The entries contain pictures, which should not appear in the copy; everything else must be reproduced exactly.

::: Data in this exercise :::

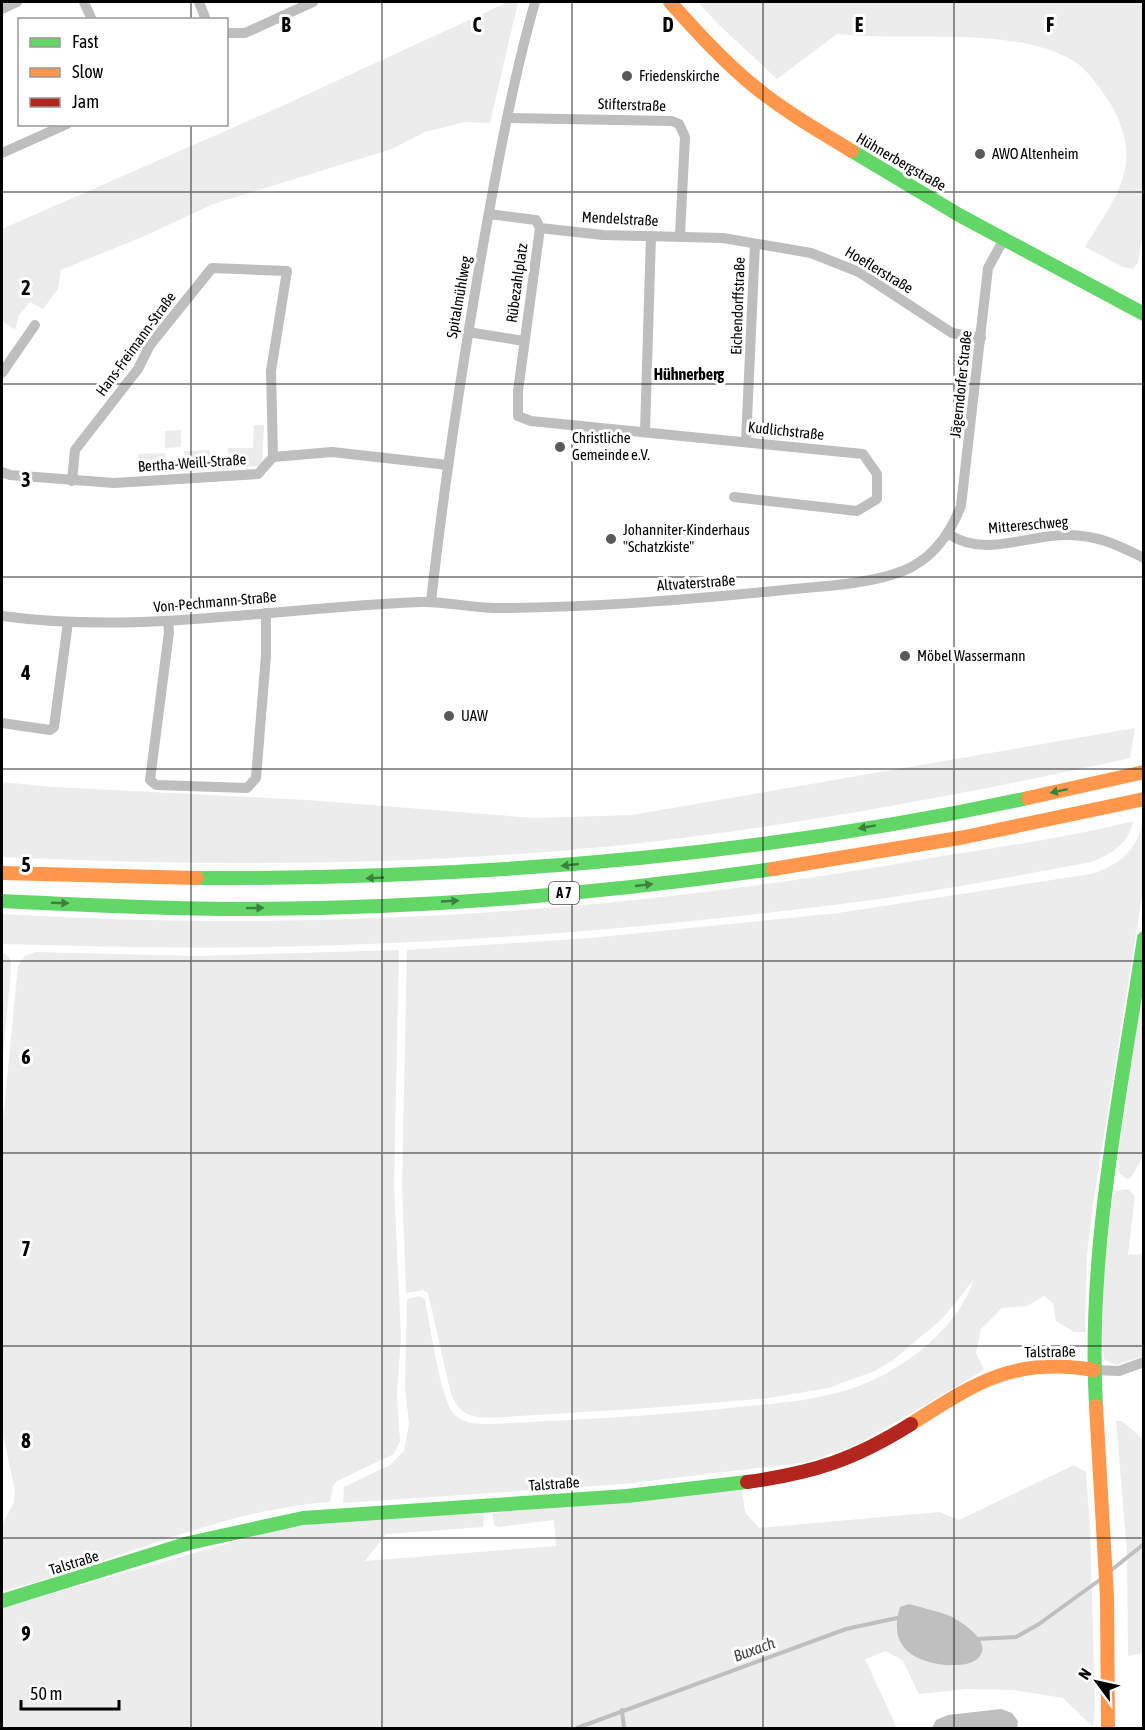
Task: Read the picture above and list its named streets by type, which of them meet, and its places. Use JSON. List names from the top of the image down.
{
  "streets": {
    "main road": ["Hühnerbergstraße", "A 7", "Talstraße"],
    "street": [
      "Stifterstraße",
      "Mendelstraße",
      "Hoeflerstraße",
      "Rübezahlplatz",
      "Spitalmühlweg",
      "Eichendorffstraße",
      "Hans-Freimann-Straße",
      "Jägerndorfer Straße",
      "Kudlichstraße",
      "Bertha-Weill-Straße",
      "Mittereschweg",
      "Altvaterstraße",
      "Von-Pechmann-Straße"
    ]
  },
  "crossings": [
    ["Stifterstraße", "Mendelstraße"],
    ["Stifterstraße", "Spitalmühlweg"],
    ["Hühnerbergstraße", "Jägerndorfer Straße"],
    ["Mendelstraße", "Hoeflerstraße"],
    ["Mendelstraße", "Rübezahlplatz"],
    ["Mendelstraße", "Spitalmühlweg"],
    ["Mendelstraße", "Eichendorffstraße"],
    ["Hoeflerstraße", "Eichendorffstraße"],
    ["Hoeflerstraße", "Jägerndorfer Straße"],
    ["Rübezahlplatz", "Spitalmühlweg"],
    ["Rübezahlplatz", "Kudlichstraße"],
    ["Spitalmühlweg", "Altvaterstraße"],
    ["Spitalmühlweg", "Von-Pechmann-Straße"],
    ["Eichendorffstraße", "Kudlichstraße"],
    ["Hans-Freimann-Straße", "Bertha-Weill-Straße"],
    ["Jägerndorfer Straße", "Mittereschweg"],
    ["Jägerndorfer Straße", "Altvaterstraße"],
    ["Mittereschweg", "Altvaterstraße"],
    ["Altvaterstraße", "Von-Pechmann-Straße"]
  ],
  "districts": ["Hühnerberg"],
  "water": ["Buxach"],
  "places": [
    "Friedenskirche",
    "AWO Altenheim",
    "Christliche Gemeinde e.V.",
    "Johanniter-Kinderhaus \"Schatzkiste\"",
    "Möbel Wassermann",
    "UAW"
  ],
  "legend": ["Fast", "Slow", "Jam"],
  "scale_bar": "50 m",
  "north": "top left",
  "grid": {
    "columns": [
      "B",
      "C",
      "D",
      "E",
      "F"
    ],
    "rows": [
      "2",
      "3",
      "4",
      "5",
      "6",
      "7",
      "8",
      "9"
    ]
  }
}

:::

### Your solution
Task: Read the picture above and list its named streets by type, which of them meet, and its places. Use JSON. List names from the top of the image down.
{
  "streets": {
    "main road": ["Hühnerbergstraße", "A 7", "Talstraße"],
    "street": [
      "Stifterstraße",
      "Mendelstraße",
      "Hoeflerstraße",
      "Rübezahlplatz",
      "Spitalmühlweg",
      "Eichendorffstraße",
      "Hans-Freimann-Straße",
      "Jägerndorfer Straße",
      "Kudlichstraße",
      "Bertha-Weill-Straße",
      "Mittereschweg",
      "Altvaterstraße",
      "Von-Pechmann-Straße"
    ]
  },
  "crossings": [
    ["Stifterstraße", "Mendelstraße"],
    ["Stifterstraße", "Spitalmühlweg"],
    ["Hühnerbergstraße", "Jägerndorfer Straße"],
    ["Mendelstraße", "Hoeflerstraße"],
    ["Mendelstraße", "Rübezahlplatz"],
    ["Mendelstraße", "Spitalmühlweg"],
    ["Mendelstraße", "Eichendorffstraße"],
    ["Hoeflerstraße", "Eichendorffstraße"],
    ["Hoeflerstraße", "Jägerndorfer Straße"],
    ["Rübezahlplatz", "Spitalmühlweg"],
    ["Rübezahlplatz", "Kudlichstraße"],
    ["Spitalmühlweg", "Altvaterstraße"],
    ["Spitalmühlweg", "Von-Pechmann-Straße"],
    ["Eichendorffstraße", "Kudlichstraße"],
    ["Hans-Freimann-Straße", "Bertha-Weill-Straße"],
    ["Jägerndorfer Straße", "Mittereschweg"],
    ["Jägerndorfer Straße", "Altvaterstraße"],
    ["Mittereschweg", "Altvaterstraße"],
    ["Altvaterstraße", "Von-Pechmann-Straße"]
  ],
  "districts": ["Hühnerberg"],
  "water": ["Buxach"],
  "places": [
    "Friedenskirche",
    "AWO Altenheim",
    "Christliche Gemeinde e.V.",
    "Johanniter-Kinderhaus \"Schatzkiste\"",
    "Möbel Wassermann",
    "UAW"
  ],
  "legend": ["Fast", "Slow", "Jam"],
  "scale_bar": "50 m",
  "north": "top left",
  "grid": {
    "columns": [
      "B",
      "C",
      "D",
      "E",
      "F"
    ],
    "rows": [
      "2",
      "3",
      "4",
      "5",
      "6",
      "7",
      "8",
      "9"
    ]
  }
}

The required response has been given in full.